(Stored data entries)
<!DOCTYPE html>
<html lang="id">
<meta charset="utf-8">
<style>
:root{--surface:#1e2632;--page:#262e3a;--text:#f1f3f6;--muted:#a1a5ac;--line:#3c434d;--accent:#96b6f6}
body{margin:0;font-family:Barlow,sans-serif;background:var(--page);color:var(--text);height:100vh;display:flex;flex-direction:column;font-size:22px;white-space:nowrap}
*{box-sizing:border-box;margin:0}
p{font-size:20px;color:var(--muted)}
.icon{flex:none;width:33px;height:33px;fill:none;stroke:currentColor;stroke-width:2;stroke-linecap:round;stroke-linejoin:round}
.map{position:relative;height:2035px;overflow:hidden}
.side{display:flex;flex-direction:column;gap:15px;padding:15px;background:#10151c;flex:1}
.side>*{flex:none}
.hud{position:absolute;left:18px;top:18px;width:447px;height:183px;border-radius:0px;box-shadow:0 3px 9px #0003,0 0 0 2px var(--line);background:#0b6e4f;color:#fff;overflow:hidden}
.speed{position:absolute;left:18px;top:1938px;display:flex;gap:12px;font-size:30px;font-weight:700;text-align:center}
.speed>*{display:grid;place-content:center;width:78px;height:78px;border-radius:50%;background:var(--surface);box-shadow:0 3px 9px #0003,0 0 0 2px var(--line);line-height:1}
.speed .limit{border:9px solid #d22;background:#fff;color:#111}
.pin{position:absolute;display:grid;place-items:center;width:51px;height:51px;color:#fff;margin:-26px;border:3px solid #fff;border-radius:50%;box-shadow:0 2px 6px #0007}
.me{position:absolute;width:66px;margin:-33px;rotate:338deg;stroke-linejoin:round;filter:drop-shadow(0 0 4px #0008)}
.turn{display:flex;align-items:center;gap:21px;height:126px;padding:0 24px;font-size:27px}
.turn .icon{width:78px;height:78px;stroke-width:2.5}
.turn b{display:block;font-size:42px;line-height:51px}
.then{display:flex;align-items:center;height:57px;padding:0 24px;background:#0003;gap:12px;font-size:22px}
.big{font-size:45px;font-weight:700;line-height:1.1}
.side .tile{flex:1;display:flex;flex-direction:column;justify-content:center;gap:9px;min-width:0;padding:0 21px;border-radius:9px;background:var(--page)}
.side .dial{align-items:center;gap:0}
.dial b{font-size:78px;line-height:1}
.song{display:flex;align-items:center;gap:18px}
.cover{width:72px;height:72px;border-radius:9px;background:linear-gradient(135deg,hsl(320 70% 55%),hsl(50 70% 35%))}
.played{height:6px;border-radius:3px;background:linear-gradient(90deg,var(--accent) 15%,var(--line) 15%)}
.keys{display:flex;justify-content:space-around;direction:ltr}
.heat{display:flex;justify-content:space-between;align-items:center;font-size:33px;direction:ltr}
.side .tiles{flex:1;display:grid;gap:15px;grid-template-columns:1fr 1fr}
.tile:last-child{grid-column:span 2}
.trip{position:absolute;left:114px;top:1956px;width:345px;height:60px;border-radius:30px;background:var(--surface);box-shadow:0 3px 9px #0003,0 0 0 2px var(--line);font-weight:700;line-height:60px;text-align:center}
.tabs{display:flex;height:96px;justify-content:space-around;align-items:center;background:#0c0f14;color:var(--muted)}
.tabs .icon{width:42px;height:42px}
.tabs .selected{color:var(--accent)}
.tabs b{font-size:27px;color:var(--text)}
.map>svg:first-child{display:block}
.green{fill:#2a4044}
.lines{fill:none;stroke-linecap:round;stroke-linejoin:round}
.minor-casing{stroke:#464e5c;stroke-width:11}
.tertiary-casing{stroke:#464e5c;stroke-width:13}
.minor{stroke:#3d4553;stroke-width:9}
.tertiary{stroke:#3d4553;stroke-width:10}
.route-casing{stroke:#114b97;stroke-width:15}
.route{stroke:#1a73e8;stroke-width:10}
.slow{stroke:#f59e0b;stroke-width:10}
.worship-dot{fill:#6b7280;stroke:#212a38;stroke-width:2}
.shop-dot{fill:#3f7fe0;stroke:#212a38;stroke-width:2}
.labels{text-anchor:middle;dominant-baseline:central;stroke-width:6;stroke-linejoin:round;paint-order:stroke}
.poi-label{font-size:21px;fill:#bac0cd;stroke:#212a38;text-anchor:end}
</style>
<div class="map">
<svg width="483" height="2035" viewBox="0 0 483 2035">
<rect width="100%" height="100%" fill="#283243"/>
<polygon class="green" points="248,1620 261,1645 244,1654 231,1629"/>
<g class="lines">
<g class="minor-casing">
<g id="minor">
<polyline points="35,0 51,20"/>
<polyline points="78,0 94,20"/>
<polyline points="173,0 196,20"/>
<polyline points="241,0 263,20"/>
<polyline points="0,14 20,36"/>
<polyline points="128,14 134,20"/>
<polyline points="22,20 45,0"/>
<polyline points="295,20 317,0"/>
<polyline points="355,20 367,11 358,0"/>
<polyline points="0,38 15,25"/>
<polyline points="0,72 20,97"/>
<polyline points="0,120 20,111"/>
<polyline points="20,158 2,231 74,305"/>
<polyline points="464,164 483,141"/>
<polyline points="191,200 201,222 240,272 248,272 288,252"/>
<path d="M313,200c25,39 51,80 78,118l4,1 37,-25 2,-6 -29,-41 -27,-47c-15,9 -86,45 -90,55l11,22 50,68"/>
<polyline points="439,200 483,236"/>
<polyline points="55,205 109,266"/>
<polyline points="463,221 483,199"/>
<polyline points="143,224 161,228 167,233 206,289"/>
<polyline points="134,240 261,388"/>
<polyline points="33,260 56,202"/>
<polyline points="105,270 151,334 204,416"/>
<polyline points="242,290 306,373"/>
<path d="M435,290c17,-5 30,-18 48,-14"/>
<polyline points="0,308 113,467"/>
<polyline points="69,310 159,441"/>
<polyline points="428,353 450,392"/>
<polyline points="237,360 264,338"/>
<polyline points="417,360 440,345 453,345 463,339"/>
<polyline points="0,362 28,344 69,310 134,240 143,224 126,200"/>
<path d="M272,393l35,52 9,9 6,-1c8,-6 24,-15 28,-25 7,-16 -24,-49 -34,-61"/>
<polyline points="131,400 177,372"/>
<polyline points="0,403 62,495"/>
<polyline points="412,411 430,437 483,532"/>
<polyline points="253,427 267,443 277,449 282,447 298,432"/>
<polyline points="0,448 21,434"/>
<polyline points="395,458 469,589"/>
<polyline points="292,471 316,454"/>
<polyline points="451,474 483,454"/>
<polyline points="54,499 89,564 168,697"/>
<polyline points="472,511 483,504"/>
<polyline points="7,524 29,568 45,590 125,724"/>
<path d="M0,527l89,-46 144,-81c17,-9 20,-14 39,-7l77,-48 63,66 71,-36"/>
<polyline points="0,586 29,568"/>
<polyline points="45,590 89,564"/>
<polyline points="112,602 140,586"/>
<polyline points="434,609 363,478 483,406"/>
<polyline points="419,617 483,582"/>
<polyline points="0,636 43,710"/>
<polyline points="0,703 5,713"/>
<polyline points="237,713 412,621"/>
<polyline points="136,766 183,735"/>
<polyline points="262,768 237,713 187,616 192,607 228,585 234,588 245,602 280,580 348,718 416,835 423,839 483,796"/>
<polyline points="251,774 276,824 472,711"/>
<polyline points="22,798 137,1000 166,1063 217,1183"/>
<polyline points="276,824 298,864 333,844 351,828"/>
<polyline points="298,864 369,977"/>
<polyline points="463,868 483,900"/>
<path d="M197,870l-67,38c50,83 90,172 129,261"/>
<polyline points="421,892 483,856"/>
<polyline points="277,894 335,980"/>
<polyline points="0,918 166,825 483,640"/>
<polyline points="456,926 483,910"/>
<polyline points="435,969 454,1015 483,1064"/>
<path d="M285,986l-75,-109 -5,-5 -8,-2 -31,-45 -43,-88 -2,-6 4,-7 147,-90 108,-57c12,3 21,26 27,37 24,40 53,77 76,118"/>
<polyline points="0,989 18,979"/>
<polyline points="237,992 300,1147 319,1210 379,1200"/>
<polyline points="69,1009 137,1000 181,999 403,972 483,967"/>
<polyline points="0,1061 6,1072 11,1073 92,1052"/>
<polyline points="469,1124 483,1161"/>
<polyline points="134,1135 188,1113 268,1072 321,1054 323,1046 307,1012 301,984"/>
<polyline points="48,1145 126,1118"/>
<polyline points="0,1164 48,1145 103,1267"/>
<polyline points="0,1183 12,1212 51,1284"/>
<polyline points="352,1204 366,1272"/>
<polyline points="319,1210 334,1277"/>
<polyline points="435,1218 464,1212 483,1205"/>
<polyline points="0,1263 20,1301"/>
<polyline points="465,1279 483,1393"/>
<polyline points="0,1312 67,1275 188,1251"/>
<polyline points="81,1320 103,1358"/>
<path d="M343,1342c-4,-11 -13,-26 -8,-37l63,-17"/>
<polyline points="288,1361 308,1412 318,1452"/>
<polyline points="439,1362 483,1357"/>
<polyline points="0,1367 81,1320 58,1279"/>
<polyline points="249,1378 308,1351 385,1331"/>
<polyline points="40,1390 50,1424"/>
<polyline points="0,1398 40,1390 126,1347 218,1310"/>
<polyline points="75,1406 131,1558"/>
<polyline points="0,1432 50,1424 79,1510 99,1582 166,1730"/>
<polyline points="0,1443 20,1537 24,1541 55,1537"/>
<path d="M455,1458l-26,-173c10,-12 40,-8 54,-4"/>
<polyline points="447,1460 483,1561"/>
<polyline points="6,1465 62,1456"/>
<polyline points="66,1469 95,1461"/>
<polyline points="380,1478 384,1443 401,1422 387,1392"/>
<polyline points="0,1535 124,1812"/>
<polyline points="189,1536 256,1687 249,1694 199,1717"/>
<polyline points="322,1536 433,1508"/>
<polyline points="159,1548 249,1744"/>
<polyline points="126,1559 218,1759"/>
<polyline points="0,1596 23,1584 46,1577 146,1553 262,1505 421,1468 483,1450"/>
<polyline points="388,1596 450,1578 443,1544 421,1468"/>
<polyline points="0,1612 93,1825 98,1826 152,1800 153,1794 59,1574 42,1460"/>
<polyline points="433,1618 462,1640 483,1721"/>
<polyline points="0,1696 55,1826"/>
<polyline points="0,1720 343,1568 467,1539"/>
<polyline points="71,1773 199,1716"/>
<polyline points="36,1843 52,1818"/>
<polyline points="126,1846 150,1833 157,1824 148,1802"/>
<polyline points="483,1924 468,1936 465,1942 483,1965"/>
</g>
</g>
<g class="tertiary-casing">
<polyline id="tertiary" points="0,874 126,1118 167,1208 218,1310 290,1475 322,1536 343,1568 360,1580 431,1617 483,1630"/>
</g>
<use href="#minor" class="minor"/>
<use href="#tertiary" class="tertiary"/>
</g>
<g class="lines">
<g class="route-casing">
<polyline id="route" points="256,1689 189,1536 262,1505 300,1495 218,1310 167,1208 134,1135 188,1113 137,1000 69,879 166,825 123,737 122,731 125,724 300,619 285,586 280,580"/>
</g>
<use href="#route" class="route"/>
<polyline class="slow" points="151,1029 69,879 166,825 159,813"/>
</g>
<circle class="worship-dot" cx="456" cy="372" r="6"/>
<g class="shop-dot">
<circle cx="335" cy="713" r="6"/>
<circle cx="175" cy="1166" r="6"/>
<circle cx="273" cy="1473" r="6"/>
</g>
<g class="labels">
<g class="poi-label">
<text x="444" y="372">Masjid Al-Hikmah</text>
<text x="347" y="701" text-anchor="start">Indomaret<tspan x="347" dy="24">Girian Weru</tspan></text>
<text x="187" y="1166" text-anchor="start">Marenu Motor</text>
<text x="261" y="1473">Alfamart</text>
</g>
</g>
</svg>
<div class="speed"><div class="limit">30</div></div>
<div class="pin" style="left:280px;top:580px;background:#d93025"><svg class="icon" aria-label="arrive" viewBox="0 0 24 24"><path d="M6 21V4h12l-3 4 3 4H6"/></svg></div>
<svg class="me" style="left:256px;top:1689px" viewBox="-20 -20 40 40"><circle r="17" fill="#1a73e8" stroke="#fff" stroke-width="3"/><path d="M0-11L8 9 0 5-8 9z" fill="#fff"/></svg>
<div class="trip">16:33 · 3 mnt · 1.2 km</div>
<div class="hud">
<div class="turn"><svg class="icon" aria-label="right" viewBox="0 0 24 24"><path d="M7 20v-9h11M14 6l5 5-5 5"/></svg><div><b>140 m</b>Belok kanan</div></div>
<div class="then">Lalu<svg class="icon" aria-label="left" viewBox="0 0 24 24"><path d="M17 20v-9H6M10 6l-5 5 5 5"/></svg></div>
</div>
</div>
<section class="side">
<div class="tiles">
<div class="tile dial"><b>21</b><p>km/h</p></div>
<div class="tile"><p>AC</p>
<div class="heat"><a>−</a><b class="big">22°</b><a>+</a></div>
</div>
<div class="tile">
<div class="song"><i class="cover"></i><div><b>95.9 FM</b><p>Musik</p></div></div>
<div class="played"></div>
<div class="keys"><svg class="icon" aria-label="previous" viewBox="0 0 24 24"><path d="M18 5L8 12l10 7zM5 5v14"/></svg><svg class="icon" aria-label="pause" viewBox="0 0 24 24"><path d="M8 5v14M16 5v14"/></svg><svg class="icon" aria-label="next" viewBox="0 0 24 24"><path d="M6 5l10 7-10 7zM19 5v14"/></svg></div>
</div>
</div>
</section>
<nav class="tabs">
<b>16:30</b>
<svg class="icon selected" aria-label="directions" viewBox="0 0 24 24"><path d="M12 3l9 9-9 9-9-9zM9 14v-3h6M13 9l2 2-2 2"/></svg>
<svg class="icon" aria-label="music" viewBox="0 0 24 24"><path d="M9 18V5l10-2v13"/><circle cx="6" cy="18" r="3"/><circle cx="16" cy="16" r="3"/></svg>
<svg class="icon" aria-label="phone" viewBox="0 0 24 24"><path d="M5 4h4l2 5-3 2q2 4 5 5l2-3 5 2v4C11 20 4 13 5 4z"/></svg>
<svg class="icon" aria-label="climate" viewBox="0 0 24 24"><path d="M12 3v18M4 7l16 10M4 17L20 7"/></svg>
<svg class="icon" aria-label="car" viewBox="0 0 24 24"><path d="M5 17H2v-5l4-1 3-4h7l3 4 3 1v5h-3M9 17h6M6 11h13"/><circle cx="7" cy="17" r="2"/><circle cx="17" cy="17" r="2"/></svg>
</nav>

Brief: Every line of the data above that includes "selected" should be listed.

Worked solution:
.tabs .selected{color:var(--accent)}
<svg class="icon selected" aria-label="directions" viewBox="0 0 24 24"><path d="M12 3l9 9-9 9-9-9zM9 14v-3h6M13 9l2 2-2 2"/></svg>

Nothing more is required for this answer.